Exceptional Confinement in G(2) Gauge Theory
K. Holland, P. Minkowski, M. Pepe, U. -J. Wiese
TL;DR
This study probes confinement in a gauge theory with a centerless group, G(2), showing that color remains confined even though the fundamental representation can be screened by gluons and the string can break. It analyzes G(2) YM, a G(2)–SU(3) Higgs interpolation, QCD-like matter with Majorana quarks, and SUSY extensions, using both analytic arguments and strong-coupling lattice results.
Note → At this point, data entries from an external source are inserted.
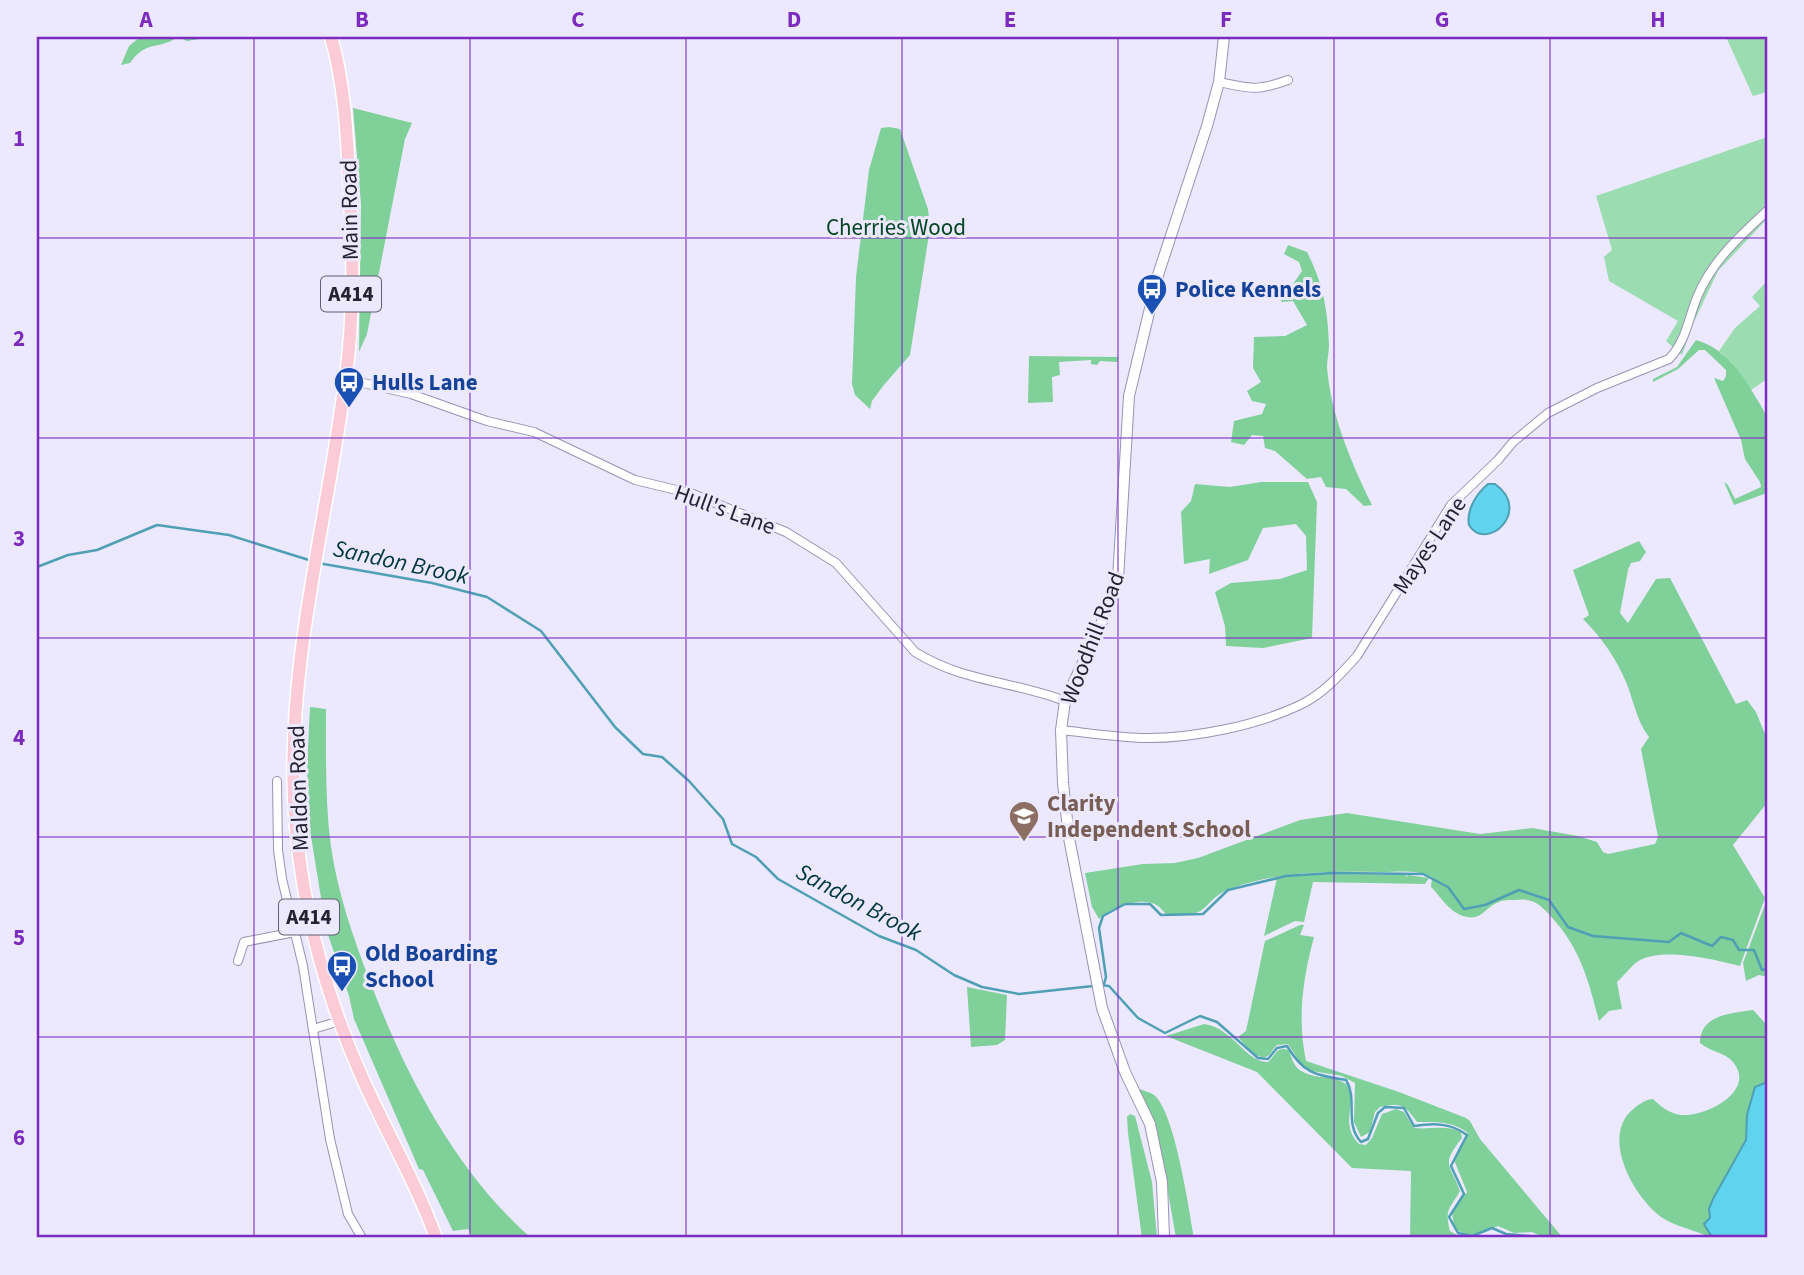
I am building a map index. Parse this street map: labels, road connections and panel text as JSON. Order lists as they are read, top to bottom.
{
  "streets": {
    "main road": ["Main Road", "A414", "Maldon Road"],
    "street": ["Hull's Lane", "Mayes Lane", "Woodhill Road"]
  },
  "crossings": [
    ["Main Road", "Hull's Lane"],
    ["Main Road", "Maldon Road"],
    ["Hull's Lane", "Woodhill Road"],
    ["Mayes Lane", "Woodhill Road"]
  ],
  "water": ["Sandon Brook"],
  "parks": ["Cherries Wood"],
  "places": {
    "bus stop": ["Police Kennels", "Hulls Lane", "Old Boarding School"],
    "school or university": ["Clarity Independent School"]
  },
  "grid": {
    "columns": [
      "A",
      "B",
      "C",
      "D",
      "E",
      "F",
      "G",
      "H"
    ],
    "rows": [
      "1",
      "2",
      "3",
      "4",
      "5",
      "6"
    ]
  }
}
A key finding is that confinement can persist without a center-based order parameter, with the Fredenhagen-Marcu observable confirming confinement despite the absence of a nonzero string tension. The work also demonstrates a smooth bridge to ordinary SU(3) confinement via a fundamental Higgs in the {7}, clarifying how center-related phenomena shape (or lose) predictive power for finite-temperature transitions in centerless theories.
Abstract
We study theories with the exceptional gauge group G(2). The 14 adjoint "gluons" of a G(2) gauge theory transform as {3}, {3bar} and {8} under the subgroup SU(3), and hence have the color quantum numbers of ordinary quarks, anti-quarks and gluons in QCD. Since G(2) has a trivial center, a "quark" in the {7} representation of G(2) can be screened by "gluons". As a result, in G(2) Yang-Mills theory the string between a pair of static "quarks" can break. In G(2) QCD there is a hybrid consisting of one "quark" and three "gluons". In supersymmetric G(2) Yang-Mills theory with a {14} Majorana "gluino" the chiral symmetry is Z(4)_χ. Chiral symmetry breaking gives rise to distinct confined phases separated by confined-confined domain walls. A scalar Higgs field in the {7} representation breaks G(2) to SU(3) and allows us to interpolate between theories with exceptional and ordinary confinement. We also present strong coupling lattice calculations that reveal basic features of G(2) confinement. Just as in QCD, where dynamical quarks break the Z(3) symmetry explicitly, G(2) gauge theories confine even without a center. However, there is not necessarily a deconfinement phase transition at finite temperature.